How do health check intervals affect application reliability in 2025?

Health check intervals balance failure detection speed against probe overhead. Shorter intervals (5-10 seconds) enable faster failure detection but increase load on instances. Modern best practice uses 10-15 second intervals with low healthy/unhealthy thresholds (2-3 consecutive failures) to achieve sub-minute failure detection without excessive overhead.

What happens when health check endpoints are too comprehensive?

Overly comprehensive health checks that query multiple dependencies or perform expensive operations can create cascading failures. During incidents when systems are already stressed, health check traffic itself can overwhelm instances, causing healthy servers to fail probes and be removed from rotation, amplifying the outage.

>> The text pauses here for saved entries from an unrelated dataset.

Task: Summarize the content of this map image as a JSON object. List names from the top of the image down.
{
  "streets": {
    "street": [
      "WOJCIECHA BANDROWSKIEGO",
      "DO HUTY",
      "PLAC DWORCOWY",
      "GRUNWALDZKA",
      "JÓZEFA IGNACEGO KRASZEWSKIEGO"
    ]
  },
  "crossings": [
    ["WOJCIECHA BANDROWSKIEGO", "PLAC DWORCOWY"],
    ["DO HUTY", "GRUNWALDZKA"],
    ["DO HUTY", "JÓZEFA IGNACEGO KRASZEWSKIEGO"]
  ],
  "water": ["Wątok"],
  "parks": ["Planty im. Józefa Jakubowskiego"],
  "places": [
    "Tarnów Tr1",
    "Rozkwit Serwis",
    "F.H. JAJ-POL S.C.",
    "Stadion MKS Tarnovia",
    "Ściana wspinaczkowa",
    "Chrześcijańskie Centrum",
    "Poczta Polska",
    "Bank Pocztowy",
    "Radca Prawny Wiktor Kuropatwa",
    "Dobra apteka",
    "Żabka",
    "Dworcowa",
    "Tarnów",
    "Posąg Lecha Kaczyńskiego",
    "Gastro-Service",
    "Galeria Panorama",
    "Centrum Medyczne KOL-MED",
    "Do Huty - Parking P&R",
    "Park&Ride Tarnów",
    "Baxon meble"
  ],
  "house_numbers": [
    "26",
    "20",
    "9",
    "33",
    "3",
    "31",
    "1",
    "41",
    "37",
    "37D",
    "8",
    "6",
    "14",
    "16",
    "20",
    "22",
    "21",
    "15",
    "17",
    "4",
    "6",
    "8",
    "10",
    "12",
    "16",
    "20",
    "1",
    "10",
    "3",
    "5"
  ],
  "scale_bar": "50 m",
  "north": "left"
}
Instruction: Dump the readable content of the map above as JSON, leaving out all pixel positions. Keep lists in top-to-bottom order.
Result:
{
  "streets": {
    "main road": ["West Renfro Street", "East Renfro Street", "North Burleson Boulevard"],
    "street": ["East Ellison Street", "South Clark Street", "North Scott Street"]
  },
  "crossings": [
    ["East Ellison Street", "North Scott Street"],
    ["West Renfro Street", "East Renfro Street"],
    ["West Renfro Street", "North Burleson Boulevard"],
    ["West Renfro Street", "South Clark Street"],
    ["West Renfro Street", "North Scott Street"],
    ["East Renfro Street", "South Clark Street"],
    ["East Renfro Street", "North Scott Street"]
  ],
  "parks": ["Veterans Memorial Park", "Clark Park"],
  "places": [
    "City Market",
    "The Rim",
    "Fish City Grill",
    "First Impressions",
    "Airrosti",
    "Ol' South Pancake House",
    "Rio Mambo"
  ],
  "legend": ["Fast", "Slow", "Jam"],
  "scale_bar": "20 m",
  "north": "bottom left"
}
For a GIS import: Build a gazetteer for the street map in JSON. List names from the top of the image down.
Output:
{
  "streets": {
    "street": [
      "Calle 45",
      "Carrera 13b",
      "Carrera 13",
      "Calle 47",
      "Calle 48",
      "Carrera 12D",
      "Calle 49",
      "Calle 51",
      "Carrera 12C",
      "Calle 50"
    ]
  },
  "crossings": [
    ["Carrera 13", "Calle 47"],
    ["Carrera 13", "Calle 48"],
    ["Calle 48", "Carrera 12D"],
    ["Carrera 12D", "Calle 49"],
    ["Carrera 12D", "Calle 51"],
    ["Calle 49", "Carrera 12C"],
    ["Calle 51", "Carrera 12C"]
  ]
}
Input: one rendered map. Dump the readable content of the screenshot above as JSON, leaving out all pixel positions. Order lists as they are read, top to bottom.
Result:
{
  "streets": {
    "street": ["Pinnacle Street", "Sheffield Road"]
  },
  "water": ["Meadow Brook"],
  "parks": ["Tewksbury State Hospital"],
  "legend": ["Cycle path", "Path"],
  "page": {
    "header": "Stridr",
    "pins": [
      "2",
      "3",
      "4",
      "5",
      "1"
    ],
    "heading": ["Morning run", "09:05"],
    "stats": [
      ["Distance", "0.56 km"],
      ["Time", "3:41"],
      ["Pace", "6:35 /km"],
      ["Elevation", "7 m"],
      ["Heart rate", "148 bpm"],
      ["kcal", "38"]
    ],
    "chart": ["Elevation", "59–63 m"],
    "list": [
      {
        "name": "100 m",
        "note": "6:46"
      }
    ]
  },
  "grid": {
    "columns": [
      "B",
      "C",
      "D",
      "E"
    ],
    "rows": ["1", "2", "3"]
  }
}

How should health checks work with Kubernetes liveness and readiness probes?

Kubernetes liveness probes should use simple checks (TCP or basic HTTP) that only fail when the container must be restarted. Readiness probes should perform comprehensive dependency checks to determine traffic eligibility. Startup probes should have generous failure thresholds to accommodate slow initialization without triggering premature liveness failures.

Best way to implement health checks for microservices with many dependencies?

Implement tiered health checks where critical dependencies (database, authentication) cause hard failures (503 response), while non-critical dependencies (caching, analytics) cause degraded status (200 response with warning). Cache health check results for 5-10 seconds and use circuit breakers to prevent cascading failures when dependencies are unavailable.

When should you avoid using HTTP health checks?

Avoid HTTP health checks for pure TCP services, when probe overhead significantly impacts performance, or when the HTTP layer adds unnecessary complexity. Also avoid them when health endpoints cannot be implemented without creating circular dependencies or when the application cannot reliably determine its own health state.

Conclusion

Choosing between TCP and HTTP health probes fundamentally depends on what "healthy" means for your specific application. TCP probes provide fast, low-overhead connection verification suitable for infrastructure components and stateless services. HTTP probes enable application-aware health monitoring essential for stateful services with complex dependencies.

Modern production systems in 2025 typically require both: TCP probes for infrastructure layers and HTTP probes with tiered health checks for application services. Implement separate liveness and readiness endpoints, cache health check results to prevent probe storms, and set aggressive timeouts to quickly detect degraded instances.

Start by auditing your current health check configuration. Identify services using TCP probes that should verify application-level health. Implement comprehensive HTTP health endpoints with dependency checking, result caching, and graceful degradation. Test failure scenarios to verify probes correctly remove unhealthy instances without causing cascading failures. Monitor health check metrics alongside application performance to continuously refine your configuration as your architecture evolves.